You’re your brain’s owner and landlord. Don’t let the bully rent space in your brain. Instead of thinking “I bet my thighs do look fat,” Celia needed to think “What a crass jerk. He’s trying to throw me off my game. That’s not going to happen. I’ll focus on my presentation and what I want to get across.”
Pretending to ignore a bully
Like Celia, many individuals targeted by bullies pretend to ignore them. They look the other way or even convince themselves they’re making “too big a deal” of bad treatment or insults. Bullies love this and even respond “just kidding,” if you weakly protest their insults.
Avoid the denial trap. Instead of looking the other way or downplaying problem behavior, let the bully know by your words and actions, “I see you what you’re doing. It stops now.” Your bully’s defeat begins when you admit what’s happening and handle it.
Many targets even convince themselves that the bully’s actions are justified, that they must have done something to provoke the bully. Like Celia, some blame themselves for failing to handle the bully. Criticize the bully not yourself.
Trying to appease a bully
Other targets try to appease workplace bullies. When you let bullies push you around because they may get “ugly” if you don’t, you play a losing game. Bullies know others back down in the face of aggression, so they play your fear to their advantage. Never make an unhealthy compromise to prevent a confrontation.
If a bully criticizes you unfairly (and yes, the bully realizes they’re hitting below the belt, they just don’t care) and you back off, you show the bully you can be pushed around. Bullies hesitate, however, to joust with those willing to stand up to them.
Assuming others will help
Some targets expect to receive help from coworkers or their supervisor when under fire. Because many bullies reveal their true selves only to their target while maintaining a charming front to others, you may be the only one who sees the bully for who he is. Further, those who realize what’s happening may run for cover, viewing the fight as yours and not theirs.
Stooping to the bully’s level
Some bully victims seek revenge by angrily attacking back. This rarely works. Bullies have years of experience fighting dirty, giving them the advantage if you climb into the ring. “Giving back as good as you get” can also make you look like you’re as much of a problem as the bully.
In short, you generally lose or at least regret how you act when you stoop to the bully’s level. Don’t fall into this trap by letting a bully push you into being less than the quality professional person you are. Take a deep breath, assess the situation, and decide how to act rather than react.
Pleading with the bully to change
When you plead, you signal to the bully that he has the upper hand—not a wise move as bullies believe weak individuals deserve poor treatment. Don’t expect compassion; bullies respect only strength and power.
Bullies don’t need to change—what they do works for them.

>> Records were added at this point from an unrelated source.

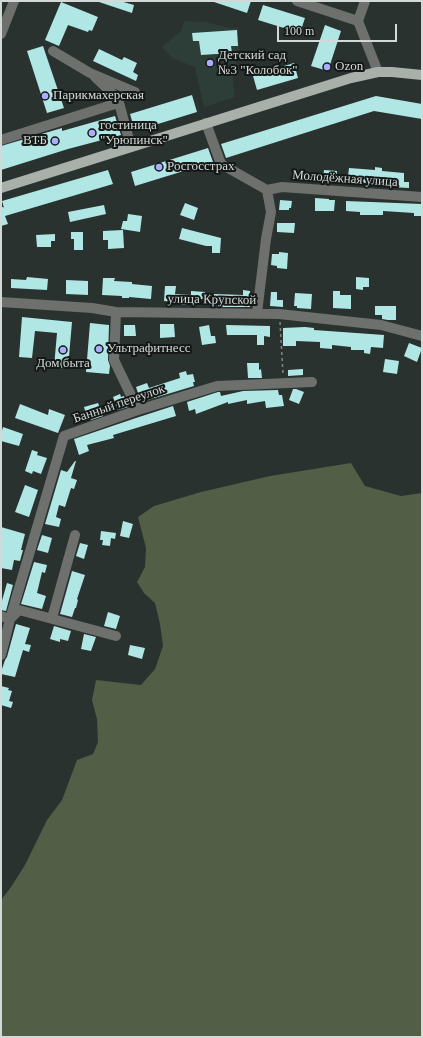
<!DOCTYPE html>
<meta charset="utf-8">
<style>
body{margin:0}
#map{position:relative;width:423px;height:1038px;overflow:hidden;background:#29322f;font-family:"Times New Roman",serif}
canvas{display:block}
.frame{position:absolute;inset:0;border:2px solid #d3d9d7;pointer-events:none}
.scale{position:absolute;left:277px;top:24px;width:120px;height:18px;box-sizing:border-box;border:2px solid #d3d9d7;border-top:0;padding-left:5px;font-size:12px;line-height:14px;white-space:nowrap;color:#d3d9d7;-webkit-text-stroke:3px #141817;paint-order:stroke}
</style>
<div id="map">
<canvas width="423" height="1038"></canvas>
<div class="frame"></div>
<div class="scale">100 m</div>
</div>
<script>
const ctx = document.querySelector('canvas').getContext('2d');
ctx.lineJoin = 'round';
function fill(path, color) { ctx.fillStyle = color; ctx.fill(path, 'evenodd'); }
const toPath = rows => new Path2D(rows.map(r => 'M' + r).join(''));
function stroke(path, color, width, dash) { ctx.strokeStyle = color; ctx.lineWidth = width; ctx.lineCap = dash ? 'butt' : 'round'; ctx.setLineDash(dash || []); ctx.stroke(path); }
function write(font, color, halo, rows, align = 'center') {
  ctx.font = font + ' "Times New Roman",serif'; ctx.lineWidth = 4; ctx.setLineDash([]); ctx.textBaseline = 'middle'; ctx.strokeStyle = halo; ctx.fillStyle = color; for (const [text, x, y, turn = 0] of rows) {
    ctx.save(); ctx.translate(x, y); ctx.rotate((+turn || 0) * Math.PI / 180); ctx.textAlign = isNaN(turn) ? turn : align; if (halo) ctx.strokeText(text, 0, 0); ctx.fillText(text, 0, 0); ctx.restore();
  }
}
fill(toPath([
 [184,21,205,22,230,28,238,28,239,49,233,81,235,97,204,107,195,67,172,58,162,47,181,31]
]), '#2d3d38');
fill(toPath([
 [351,463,365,486,401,496,422,493,422,1037,1,1037,1,900,11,887,25,865,47,820,62,800,77,760,93,754,98,742,97,719,92,700,96,680,141,685,155,669,163,646,160,624,155,603,144,593,137,582,145,567,146,548,138,517,154,506,201,492,270,476]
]), '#525e45');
fill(toPath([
 [99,1,120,1,134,5,132,13,99,2],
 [215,1,251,1,247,13,214,2],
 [61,2,98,17,92,31,89,30,88,32,68,25,59,46,45,40],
 [263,5,305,18,300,33,258,20],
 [325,25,341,31,328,71,311,66],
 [237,30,238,46,231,46,232,53,201,55,199,41,193,41,192,33],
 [43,46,64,108,47,113,27,51],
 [99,49,122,60,124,57,137,63,133,72,138,75,136,81,93,61],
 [294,63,298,78,257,90,253,76],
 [192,95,197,112,135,131,130,114],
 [376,96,422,104,422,119,374,111,226,158,221,144],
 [115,116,121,135,68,149,1,170,1,146,62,128,62,131],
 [208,148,213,162,135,186,131,172],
 [375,167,382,168,382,171,404,173,404,182,409,182,409,188,391,187,391,186,368,185,368,183,350,182,350,176,348,176,349,168,375,170],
 [108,170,113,184,5,216,8,224,1,226,1,207,3,207,4,208,2,201],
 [324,170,337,171,336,182,323,181],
 [315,198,329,199,329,200,335,200,334,211,315,211],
 [280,200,292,201,291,208,289,208,289,210,279,210],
 [346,201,422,204,422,216,414,216,414,213,383,211,383,215,360,215,360,212,346,211],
 [185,203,198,208,194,220,180,215],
 [104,205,106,214,70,222,68,212],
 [128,214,142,216,140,232,121,229,123,221,127,221],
 [277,223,295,223,294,233,277,232],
 [182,228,221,238,220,253,212,253,212,246,206,246,179,239],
 [123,230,124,248,108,249,108,240,103,240,103,231],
 [71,232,83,232,83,250,74,250,74,239,71,239],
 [55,234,55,241,51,241,51,247,37,247,36,235],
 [279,252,288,253,287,269,277,268,277,266,271,265,272,254,279,254],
 [27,277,48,279,47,290,11,288,11,279,26,280],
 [356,277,369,278,369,287,363,287,363,290,356,289],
 [103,278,115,278,114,281,132,282,132,284,152,286,151,299,129,297,129,298,122,298,122,296,102,295],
 [66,280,88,281,88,295,66,294],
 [165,286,176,286,175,294,191,295,191,291,205,292,205,299,200,299,200,305,181,305,181,302,164,301],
 [243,290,250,291,250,307,214,307,214,294,243,295],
 [333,291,340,291,340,295,351,295,351,309,333,308],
 [271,292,277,292,277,300,283,300,283,307,270,306],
 [295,293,312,294,311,309,297,308,297,306,294,306],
 [375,306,396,306,396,320,388,320,382,319,382,315,375,315],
 [22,317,72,322,68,368,54,367,57,333,35,331,32,358,19,357],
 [90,323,109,325,108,360,110,366,109,374,86,372],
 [160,324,174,324,175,337,160,338],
 [124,325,135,325,136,336,124,336],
 [209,325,211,336,215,336,216,343,202,345,199,327],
 [226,325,270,326,270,337,264,336,264,345,257,345,257,335,227,335],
 [305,327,314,328,314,330,384,335,383,348,371,347,370,354,364,353,364,350,351,350,351,347,332,345,332,349,320,348,320,342,296,341,296,346,283,346,283,328],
 [409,343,422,348,417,362,404,356],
 [385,359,399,361,397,374,383,372],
 [247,363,259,363,259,370,261,369,262,378,248,378],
 [303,369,303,375,288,376,288,370],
 [186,371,187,375,193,374,195,382,193,382,194,386,141,402,136,387,147,383,149,388,180,378,179,373],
 [293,389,296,389,304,392,299,404,289,400],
 [278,390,279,395,282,395,284,406,266,408,265,401,247,404,247,400,228,404,228,402,196,414,195,409,189,411,187,402,218,392,220,392,221,396,243,391],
 [120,394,121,397,124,396,128,407,118,410,113,397],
 [98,403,103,416,91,420,89,414,86,414,84,407],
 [20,404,48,415,49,409,65,415,58,433,15,418],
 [173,406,176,416,113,435,114,438,87,445,89,451,79,455,74,439,136,418],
 [3,427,23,434,19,446,1,441,1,434],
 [32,450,38,452,37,455,47,458,41,474,33,471,32,474,25,471],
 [75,461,76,461,71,478,77,480,74,489,71,488,65,507,59,505,56,517,61,519,59,527,45,524,61,470,67,472],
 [25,485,38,490,29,517,15,512],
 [123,521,133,524,129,538,120,536],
 [1,527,25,534,21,550,23,550,20,561,14,560,12,570,1,568],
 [101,531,116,533,115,539,111,538,110,546,102,545,103,540,100,540],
 [42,535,52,538,48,553,37,550],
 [80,543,88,545,84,559,76,556],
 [34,562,47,565,45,573,42,572,37,593,46,596,42,609,21,604],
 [72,571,85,575,77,599,78,600,76,608,75,608,72,617,60,614],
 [7,583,13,585,6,611,1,610,1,604],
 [108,612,120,616,116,629,104,626],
 [16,624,30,628,25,644,31,645,29,652,23,650,15,677,1,674,1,672,5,660,7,657],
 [54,626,71,631,68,641,60,639,60,642,50,639],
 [84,634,96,637,91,651,81,649],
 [130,645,145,648,142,659,128,655],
 [1,686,9,688,8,690,12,691,9,701,13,702,11,708,1,705]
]), '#b0e7e5');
stroke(toPath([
 [280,322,283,374]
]), '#818886', 1.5, [3, 3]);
stroke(toPath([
 [297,1,358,21,378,72],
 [358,21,365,1],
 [1,34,14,1],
 [53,51,90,73,135,92],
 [95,77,118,99,131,147],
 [206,123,221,164,267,190],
 [1,140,118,103],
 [267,190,282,187,422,197],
 [1,302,92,308,116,312,279,314,381,325,422,336],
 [116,312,114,360,138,410],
 [257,313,266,239,271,212,267,190],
 [1,616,10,619,19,610,116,636],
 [52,618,75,535],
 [1,655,10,619,64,436,138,410,217,386,312,382]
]), '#6d706d', 10);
stroke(toPath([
 [1,188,351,78,378,72,392,72,422,75]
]), '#a9b0aa', 10);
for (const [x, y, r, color] of [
 [210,63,4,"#abaffb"],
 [327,67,4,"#abaffb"],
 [45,96,4,"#abaffb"],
 [92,133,4,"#abaffb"],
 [55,141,4,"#abaffb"],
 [159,167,4,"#abaffb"],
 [99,349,4,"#abaffb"],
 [63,350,4,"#abaffb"]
]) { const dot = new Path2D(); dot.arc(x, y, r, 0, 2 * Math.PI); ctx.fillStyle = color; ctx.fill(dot); stroke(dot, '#141817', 1.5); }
write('13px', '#d3d9d7', '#141817', [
 ["Детский сад",218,56],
 ["№3 \"Колобок\"",218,71],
 ["Ozon",335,67],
 ["Парикмахерская",53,96],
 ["гостиница",100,126],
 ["\"Урюпинск\"",100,141],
 ["ВТБ",47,141,"right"],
 ["Росгосстрах",167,167],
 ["Ультрафитнесс",107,349],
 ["Дом быта",63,364,"center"]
], 'left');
write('13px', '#d3d9d7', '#141817', [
 ["Молодёжная улица",345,179,4],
 ["улица Крупской",212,300,1],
 ["Банный переулок",119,404,-19]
]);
</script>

Don’t give your bully power by leaving it up to him to realize what he is doing and decide to improve. Instead of hoping that your bully will realize his actions hurt you and change, you need to change in order to outsmart the bullies in your work life. What makes bullies change? Negative consequences to them. Show bullies what they lose if they treat you poorly.
Not being prepared
Although Dan had belittled Celia before, she hadn’t prepared to handle another salvo. That changed after the “fat thighs” incident. Celia called me, outlined the situation and asked for coaching.
Together we brainstormed multiple strategies for handling Dan, including creating an arsenal of comebacks to take the wind out of Dan’s sails the next time he bullied Celia in front of others.
As Celia walked to the front of the conference table to give her next presentation, Dan whispered “big butt” to her, loudly enough that others heard her.
She turned toward him and asked, “And that matters to you, why?” Those nearby reacted with silence, then hoots of laughter. As Celia calmly gave a stellar presentation, a red-faced Dan sat in silence.